## Requirement
Every entry below is to be copied word for word, with its pictures removed.

BEGIN Task inputs

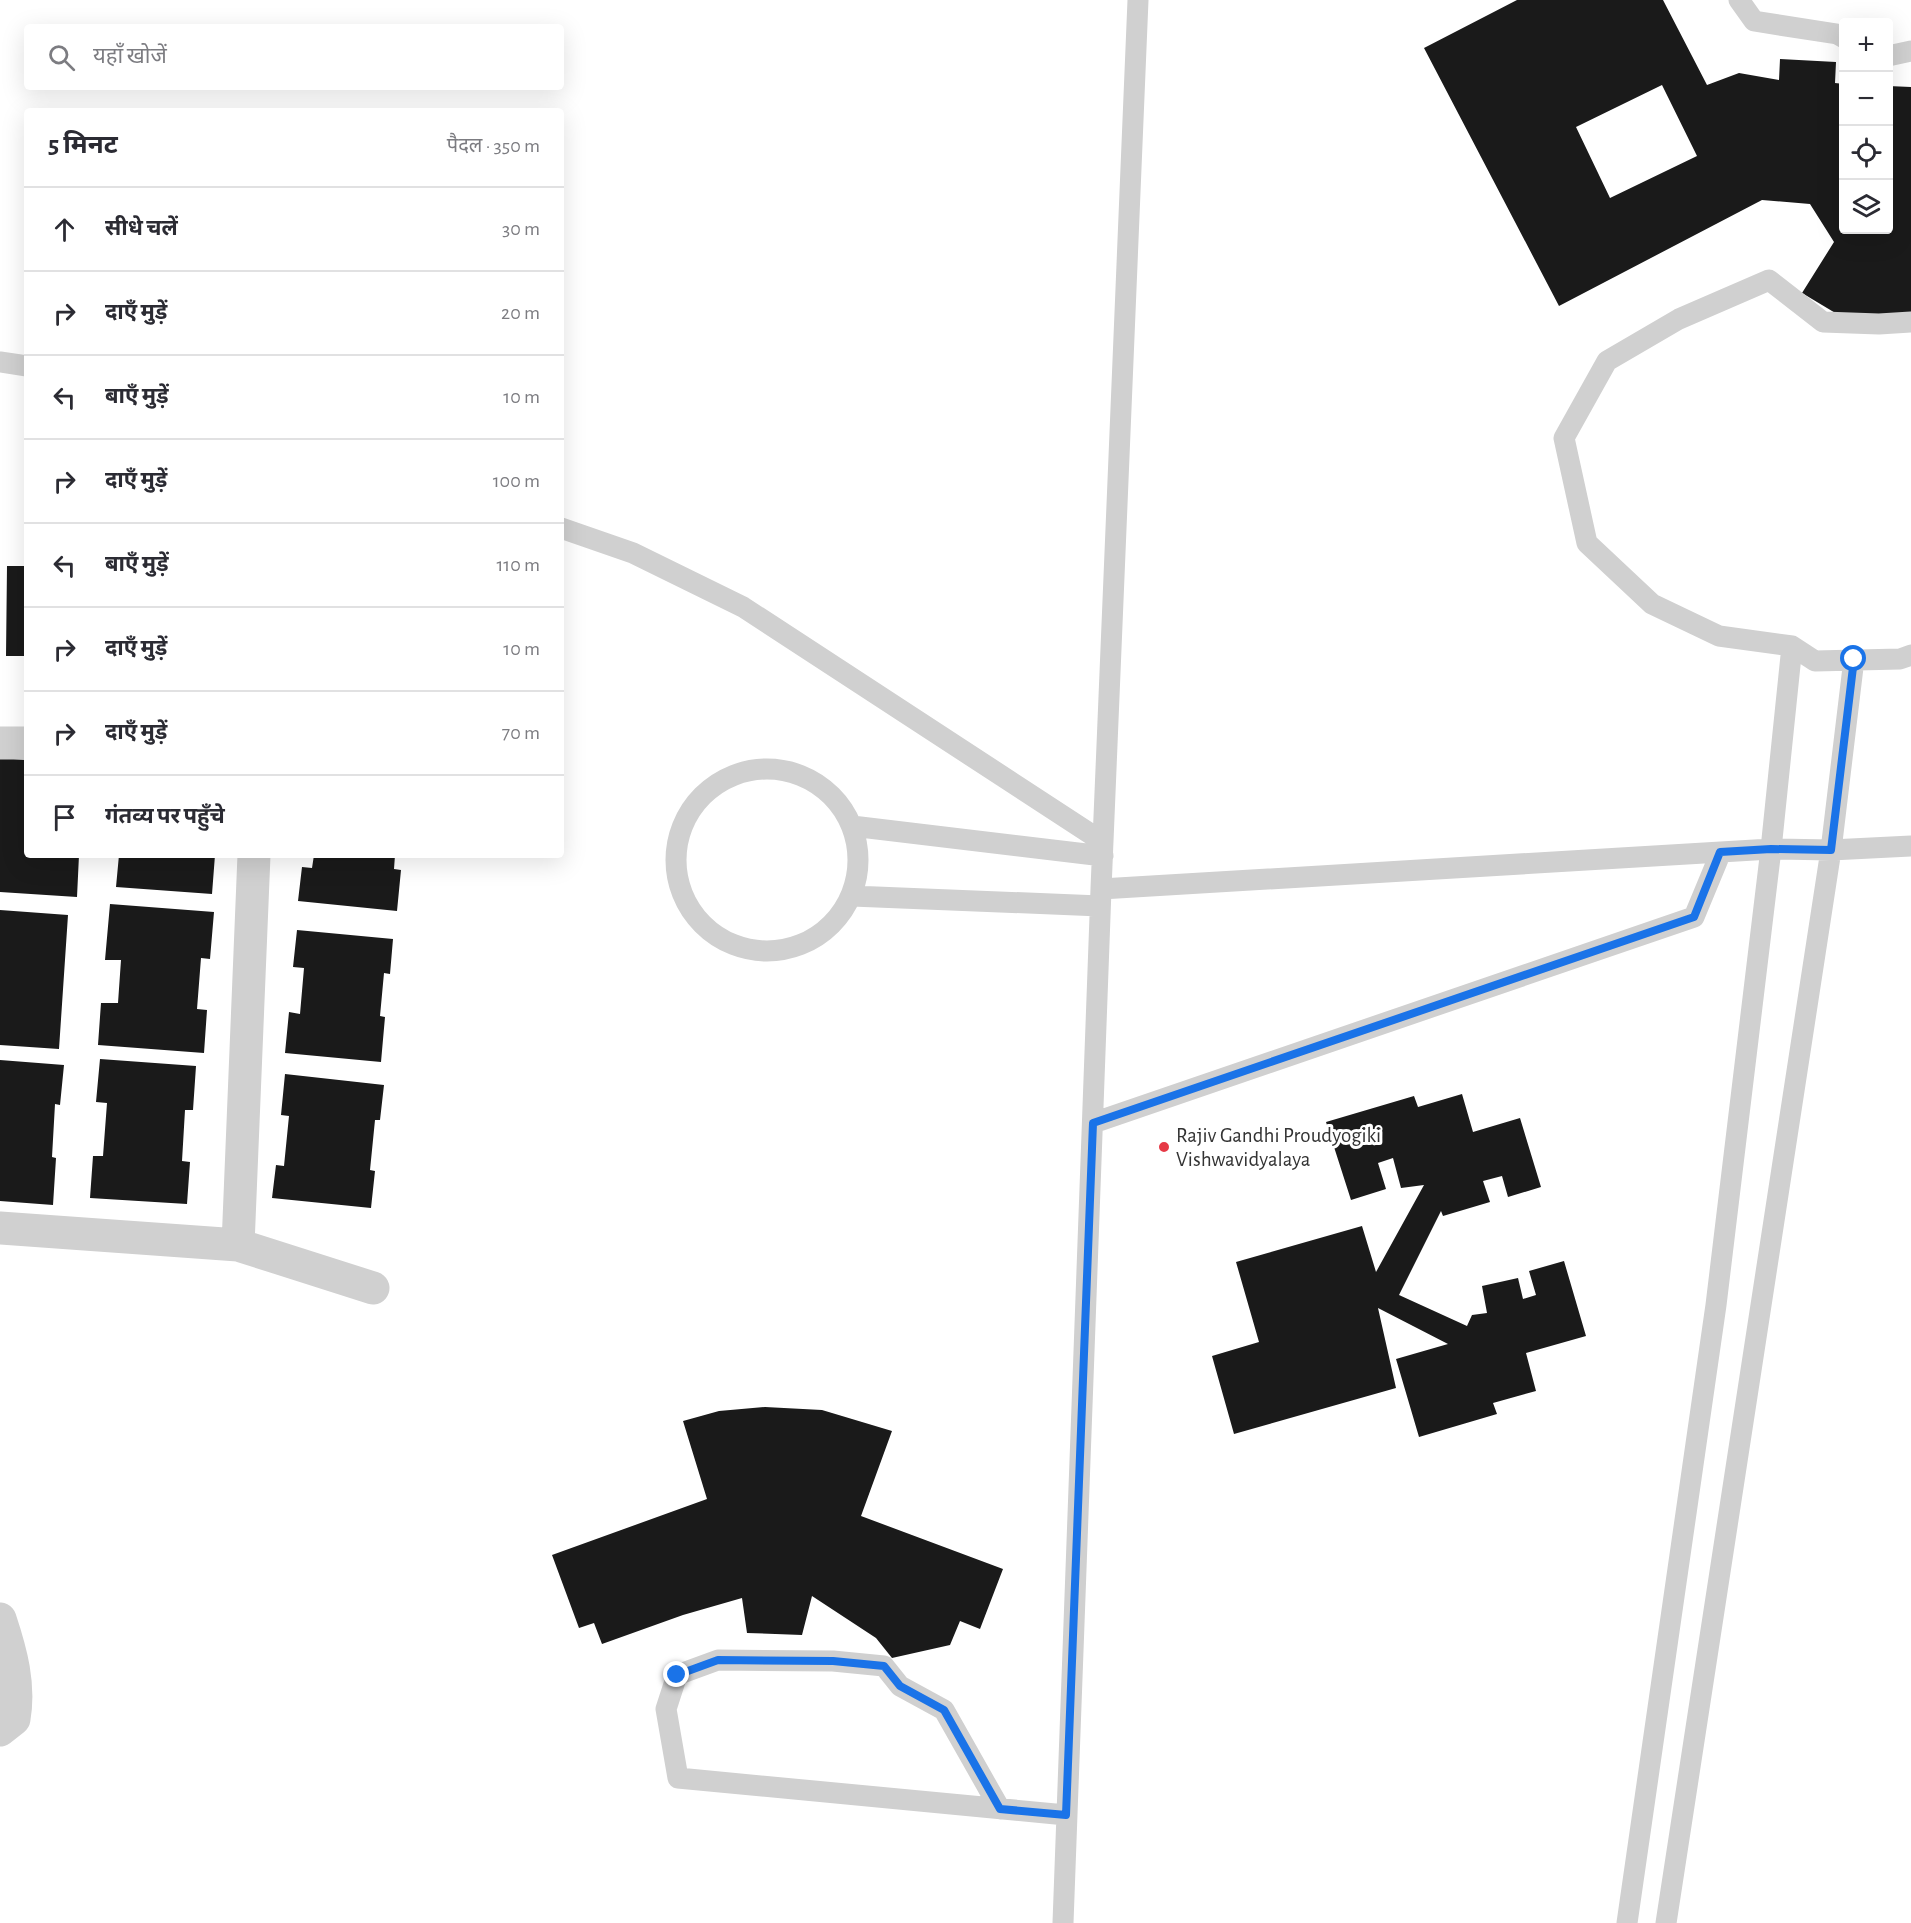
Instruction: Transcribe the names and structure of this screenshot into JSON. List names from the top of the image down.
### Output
{
  "places": ["Rajiv Gandhi Proudyogiki Vishwavidyalaya"],
  "page": {
    "map_buttons": ["+", "−"],
    "search": "यहाँ खोजें",
    "heading": ["5 मिनट", "पैदल · 350 m"],
    "list": [
      ["सीधे चलें", "30 m"],
      ["दाएँ मुड़ें", "20 m"],
      ["बाएँ मुड़ें", "10 m"],
      ["दाएँ मुड़ें", "100 m"],
      ["बाएँ मुड़ें", "110 m"],
      ["दाएँ मुड़ें", "10 m"],
      ["दाएँ मुड़ें", "70 m"],
      "गंतव्य पर पहुँचे"
    ]
  }
}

END Task inputs

## Task answer
Instruction: Transcribe the names and structure of this screenshot into JSON. List names from the top of the image down.
### Output
{
  "places": ["Rajiv Gandhi Proudyogiki Vishwavidyalaya"],
  "page": {
    "map_buttons": ["+", "−"],
    "search": "यहाँ खोजें",
    "heading": ["5 मिनट", "पैदल · 350 m"],
    "list": [
      ["सीधे चलें", "30 m"],
      ["दाएँ मुड़ें", "20 m"],
      ["बाएँ मुड़ें", "10 m"],
      ["दाएँ मुड़ें", "100 m"],
      ["बाएँ मुड़ें", "110 m"],
      ["दाएँ मुड़ें", "10 m"],
      ["दाएँ मुड़ें", "70 m"],
      "गंतव्य पर पहुँचे"
    ]
  }
}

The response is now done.